I swallowed my desire to give him a history lesson and tried to soften things, the way a Buddhist might:

“Do you want to know about that Buddha? Because each one has a very interesting story?” I wanted to take the focus off the hatred and weird shit he was saying.

“This is the Buddha of enlightenment. It represents the moment at which Buddha realized that he is a manifestation of and connected to everything alive around him.  The Pineapple on his head represents that the Pineal gland, in the brain which looks like a pineapple when it is fully activated. Somehow ancient Buddhists knew that this part of the brain was fundamentally important to spiritual enlightenment; something our scientists today are only catching up on.” He looked at me blankly, like you look at a three year old who is babbling.

 

“Um – Buddha and Jesus taught the same thing you know.” I ended, hoping a real fact would stir him out of his stupor.

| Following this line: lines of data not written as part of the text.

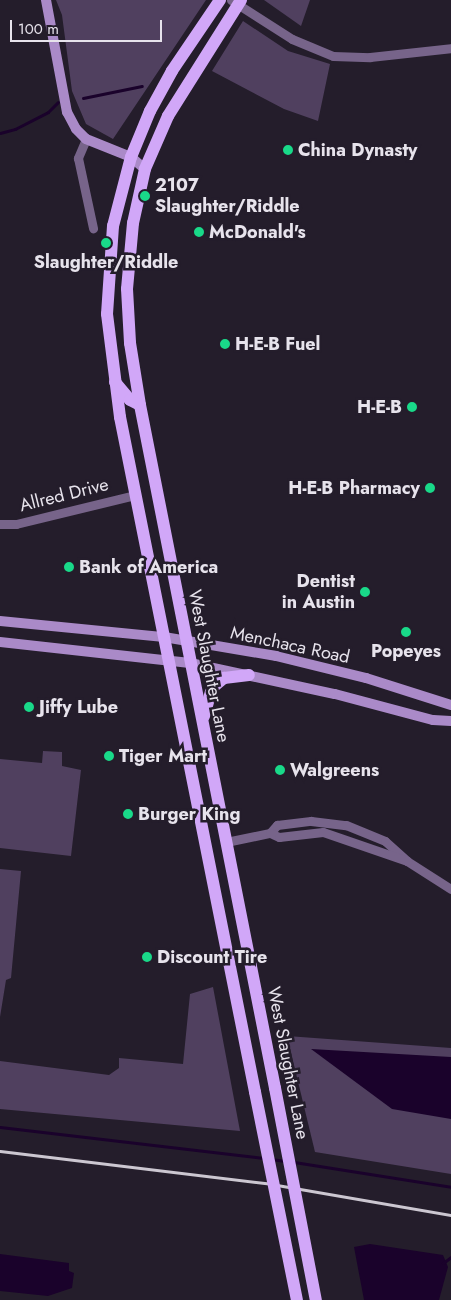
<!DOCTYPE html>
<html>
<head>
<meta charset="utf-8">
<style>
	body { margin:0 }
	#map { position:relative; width:451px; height:1300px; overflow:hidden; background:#241d2b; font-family:Jost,sans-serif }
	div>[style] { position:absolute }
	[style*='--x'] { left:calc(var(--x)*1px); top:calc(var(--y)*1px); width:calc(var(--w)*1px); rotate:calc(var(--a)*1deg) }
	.green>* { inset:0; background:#50405f }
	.water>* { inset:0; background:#1a022b }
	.stream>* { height:3px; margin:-1.5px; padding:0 1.5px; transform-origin:1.5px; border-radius:1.5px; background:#1a022b }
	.street>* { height:9px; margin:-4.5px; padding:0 4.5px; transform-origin:4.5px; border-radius:4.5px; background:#77648a }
	.secondary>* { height:10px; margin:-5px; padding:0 5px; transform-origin:5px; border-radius:5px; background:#aa8ac8 }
	.primary>* { height:12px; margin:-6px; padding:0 6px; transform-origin:6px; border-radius:6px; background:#d1a7f8 }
	.rail>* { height:3px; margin:-1.5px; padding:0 1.5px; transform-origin:1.5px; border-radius:1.5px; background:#ccc7d1 }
	.primary-bridge>* { height:12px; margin:-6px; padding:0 6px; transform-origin:6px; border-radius:6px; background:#d1a7f8 }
	.dots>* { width:14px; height:14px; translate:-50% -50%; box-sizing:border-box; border:2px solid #241d2b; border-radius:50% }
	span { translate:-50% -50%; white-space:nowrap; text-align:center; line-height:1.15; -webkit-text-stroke:5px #241d2b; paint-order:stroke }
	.poi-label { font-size:18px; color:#e7e3ec; font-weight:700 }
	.left { translate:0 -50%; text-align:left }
	.right { translate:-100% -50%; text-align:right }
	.street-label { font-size:18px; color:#e7e3ec }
	.scale { position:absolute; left:10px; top:20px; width:152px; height:22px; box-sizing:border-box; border:2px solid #e7e3ec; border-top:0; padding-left:6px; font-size:15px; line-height:18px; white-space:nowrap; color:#e7e3ec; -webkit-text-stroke:4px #241d2b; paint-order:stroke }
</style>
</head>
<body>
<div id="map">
	<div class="green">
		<i style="clip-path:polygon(56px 0,206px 0,113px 139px,86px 124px,72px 91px,62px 15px)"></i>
		<i style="clip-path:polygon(264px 0,310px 0,301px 26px)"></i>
		<i style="clip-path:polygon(243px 21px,288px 51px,330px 64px,318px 121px,284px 109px,212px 71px)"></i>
		<i style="clip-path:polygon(43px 751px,62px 752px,62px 766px,81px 770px,71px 856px,0 848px,0 759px,42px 763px)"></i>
		<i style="clip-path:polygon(0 869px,21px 871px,11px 978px,6px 980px,0 1017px)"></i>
		<i style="clip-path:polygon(213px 987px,240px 1131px,0 1109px,0 1061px,109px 1075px,119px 1068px,119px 1058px,183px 1064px,190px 994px)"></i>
		<i style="clip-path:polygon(287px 1036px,451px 1048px,451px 1174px,315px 1152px)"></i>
	</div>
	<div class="water">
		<i style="clip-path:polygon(311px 1049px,451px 1057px,451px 1119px,392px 1109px)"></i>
		<i style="clip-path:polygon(370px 1244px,443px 1255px,448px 1267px,439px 1300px,364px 1300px,354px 1247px)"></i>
		<i style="clip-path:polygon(0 1254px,69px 1263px,69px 1271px,74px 1273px,72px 1288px,48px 1296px,0 1291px)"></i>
	</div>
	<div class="stream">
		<i style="--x:83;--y:98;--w:60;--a:-11.5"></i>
		<i style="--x:0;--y:133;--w:16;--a:-15"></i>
		<i style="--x:15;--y:129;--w:37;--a:-27"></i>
		<i style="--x:48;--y:112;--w:14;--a:-45"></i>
		<i style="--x:0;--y:1127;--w:267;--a:6.7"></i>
		<i style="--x:271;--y:1159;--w:14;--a:8"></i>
		<i style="--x:294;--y:1162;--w:159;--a:9"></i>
		<i style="--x:443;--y:1263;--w:10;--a:-37"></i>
	</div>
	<div class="street">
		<i style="--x:231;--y:0;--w:72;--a:32.6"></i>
		<i style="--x:292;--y:39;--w:44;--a:22.5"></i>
		<i style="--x:333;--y:56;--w:37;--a:2"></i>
		<i style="--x:370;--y:57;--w:81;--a:-6.3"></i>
		<i style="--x:86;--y:139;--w:21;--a:113"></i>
		<i style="--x:78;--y:158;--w:72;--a:77.9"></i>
		<i style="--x:0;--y:524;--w:16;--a:0"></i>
		<i style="--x:16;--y:524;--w:122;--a:-13.7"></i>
		<i style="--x:270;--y:833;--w:11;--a:-49"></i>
		<i style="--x:277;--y:825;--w:34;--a:-7"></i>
		<i style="--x:311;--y:821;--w:35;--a:7"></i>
		<i style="--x:346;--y:825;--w:42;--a:22.3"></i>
		<i style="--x:385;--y:841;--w:30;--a:42"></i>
		<i style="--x:407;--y:861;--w:52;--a:32.5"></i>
		<i style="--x:226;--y:842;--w:45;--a:-11.6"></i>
		<i style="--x:270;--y:833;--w:10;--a:24"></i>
		<i style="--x:279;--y:837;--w:44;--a:-6.5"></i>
		<i style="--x:323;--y:832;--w:89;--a:19"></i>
	</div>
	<div class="secondary">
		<i style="--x:46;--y:0;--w:114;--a:79.4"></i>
		<i style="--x:67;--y:112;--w:19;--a:62"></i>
		<i style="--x:76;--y:129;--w:14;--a:45"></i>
		<i style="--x:86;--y:139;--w:48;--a:21.8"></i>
		<i style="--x:131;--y:157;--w:18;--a:41"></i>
		<i style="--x:0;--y:621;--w:165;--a:5.6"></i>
		<i style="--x:164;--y:637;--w:114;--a:9.6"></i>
		<i style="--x:276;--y:656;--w:93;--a:13.7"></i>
		<i style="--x:366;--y:678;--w:89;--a:17.6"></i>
		<i style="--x:0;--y:642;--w:191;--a:6.3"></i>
		<i style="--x:190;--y:663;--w:148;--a:12.1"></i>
		<i style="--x:335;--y:694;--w:101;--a:14.9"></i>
		<i style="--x:433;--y:720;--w:18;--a:3"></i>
	</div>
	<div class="primary">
		<i style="--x:220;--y:0;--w:86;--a:124.1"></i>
		<i style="--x:172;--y:71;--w:46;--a:118.8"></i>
		<i style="--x:150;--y:111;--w:50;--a:112.4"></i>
		<i style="--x:131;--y:157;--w:71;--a:104.6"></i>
		<i style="--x:113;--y:226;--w:88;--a:93.9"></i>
		<i style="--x:107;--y:314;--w:104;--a:82.8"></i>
		<i style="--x:120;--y:417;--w:688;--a:78.69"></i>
		<i style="--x:241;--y:0;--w:137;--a:122.2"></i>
		<i style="--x:168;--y:116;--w:58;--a:113.5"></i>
		<i style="--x:145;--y:169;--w:55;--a:102.5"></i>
		<i style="--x:133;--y:223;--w:66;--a:95.2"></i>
		<i style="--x:127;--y:289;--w:54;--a:86.8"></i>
		<i style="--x:130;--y:343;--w:63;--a:80.8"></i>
		<i style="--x:140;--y:405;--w:696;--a:78.82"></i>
		<i style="--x:115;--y:382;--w:23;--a:50"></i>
		<i style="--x:130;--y:400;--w:11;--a:27"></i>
		<i style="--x:204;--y:716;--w:29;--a:-74"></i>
		<i style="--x:212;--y:688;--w:16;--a:-40"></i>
		<i style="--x:224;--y:678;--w:25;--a:-7"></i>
	</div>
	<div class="rail">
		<i style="--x:0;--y:1151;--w:273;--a:6.9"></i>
		<i style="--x:271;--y:1184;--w:183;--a:9.8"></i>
	</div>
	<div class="primary-bridge">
		<i style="--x:275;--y:1088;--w:216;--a:79.1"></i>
		<i style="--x:255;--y:1092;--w:212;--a:78.6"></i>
	</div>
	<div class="dots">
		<i style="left:288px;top:150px;background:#19d989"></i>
		<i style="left:145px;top:196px;background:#19d989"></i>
		<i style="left:199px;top:232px;background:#19d989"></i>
		<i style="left:106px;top:243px;background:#19d989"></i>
		<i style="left:225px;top:344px;background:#19d989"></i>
		<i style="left:412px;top:407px;background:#19d989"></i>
		<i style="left:430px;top:488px;background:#19d989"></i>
		<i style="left:69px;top:567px;background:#19d989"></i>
		<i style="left:365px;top:592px;background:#19d989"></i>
		<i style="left:406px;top:632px;background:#19d989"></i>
		<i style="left:29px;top:707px;background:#19d989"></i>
		<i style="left:109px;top:756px;background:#19d989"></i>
		<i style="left:280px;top:770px;background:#19d989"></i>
		<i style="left:128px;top:814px;background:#19d989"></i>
		<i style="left:147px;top:957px;background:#19d989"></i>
	</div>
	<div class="poi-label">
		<span class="left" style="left:298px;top:150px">China Dynasty</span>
		<span class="left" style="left:155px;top:196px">2107<br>Slaughter/Riddle</span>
		<span class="left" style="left:209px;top:232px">McDonald's</span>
		<span style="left:106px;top:262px">Slaughter/Riddle</span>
		<span class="left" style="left:235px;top:344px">H-E-B Fuel</span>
		<span class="right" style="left:402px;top:407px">H-E-B</span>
		<span class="right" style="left:420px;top:488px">H-E-B Pharmacy</span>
		<span class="left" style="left:79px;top:567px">Bank of America</span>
		<span class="right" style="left:355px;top:592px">Dentist<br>in Austin</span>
		<span style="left:406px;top:651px">Popeyes</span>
		<span class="left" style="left:39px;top:707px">Jiffy Lube</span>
		<span class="left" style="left:119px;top:756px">Tiger Mart</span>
		<span class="left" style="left:290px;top:770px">Walgreens</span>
		<span class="left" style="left:138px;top:814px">Burger King</span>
		<span class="left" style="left:157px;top:957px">Discount Tire</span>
	</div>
	<div class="street-label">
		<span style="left:64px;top:495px;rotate:-14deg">Allred Drive</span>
		<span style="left:290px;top:645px;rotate:12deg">Menchaca Road</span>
		<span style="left:209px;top:666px;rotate:79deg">West Slaughter Lane</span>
		<span style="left:288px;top:1063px;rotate:79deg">West Slaughter Lane</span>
	</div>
	<div class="scale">100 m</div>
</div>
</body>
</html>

By now his wife had joined us. She looked exactly as you might imagine a pastor’s wife to look; middle aged, neatly dressed with smart reasonable shoes and a sort of permanent “amen” stuck to her face. As her husband spoke she habitually amen’d through his diatribe:

I remember him going on and on about stuff like:

There is only one book…amen

The word of our Lord…yes lord

People of the devil…help us lord

Take over our land…amen

Lord is right.

My brain rattled off epithets of admonishment always ending in something like

I have Muslim friends sir. I find your rhetoric insulting and based in fear.  It is ABSOLUTELY NOT what Jesus would teach.

It is the opposite.

That’s what I would have said – If i would have had presence of mind. Anger and shock take that away from you.

I would have said – if I thought saying anything then would have made a difference. It’s what i said in my head a million times since he left the store with his Amen wife in tow.

But my silence was I think part of a sudden sadness that I felt like I was not in my own country anymore. Something in me thought we Canadians were “better than that”.  I was so proud of us when I lived in Australia. We are good people. Kind people. We like to help and we have abundance and we like to share.

We’d like to say that what is going on in the USA is their problem, and we are untouched by it culturally. I think in Canada there is a bit of a sense that we are “above that” and it doesn’t really have anything to do with us – but it does, I see now.

Somehow, the shift in the American political winds has created a platform where it is OK and even celebrated to spew and propagate hatred and fear. And now, this dark wave is  somehow seeping into neighourhoods and personal interchanges. That is really disturbing.  It seems those fearful disillusioned and ignorant folk who were “dampened” by a culture of hypocritical political correctness, can now come out of the woodwork and expound their fearful rhetoric.  They have found their people now – they have friends who support their ignorance. Indeed they have even found a leader.

I wanted to write about this in case you encounter hatred on your path.

Be prepared.

How will you respond?

Because the world does not need all of us bowing to hatred and fear – even if the anger is directed at those that perform the greatest atrocities, of which the misuse of power is one.  Someone has to keep their head on.

It is more likely today than it has been before that you will encounter this idea – that one kind of person is dangerous or not good enough for your country.

So what will you do about it?

If I could have a “do over” i would have liked to have been more prepared for this, so that i could somehow have effected positive change on this man, and discouraged him from going around using his authority as a self proclaimed representative of God – to incite hatred and fear in people.

I don’t know what the answer to such a thing is, but I am certain that silence is not it.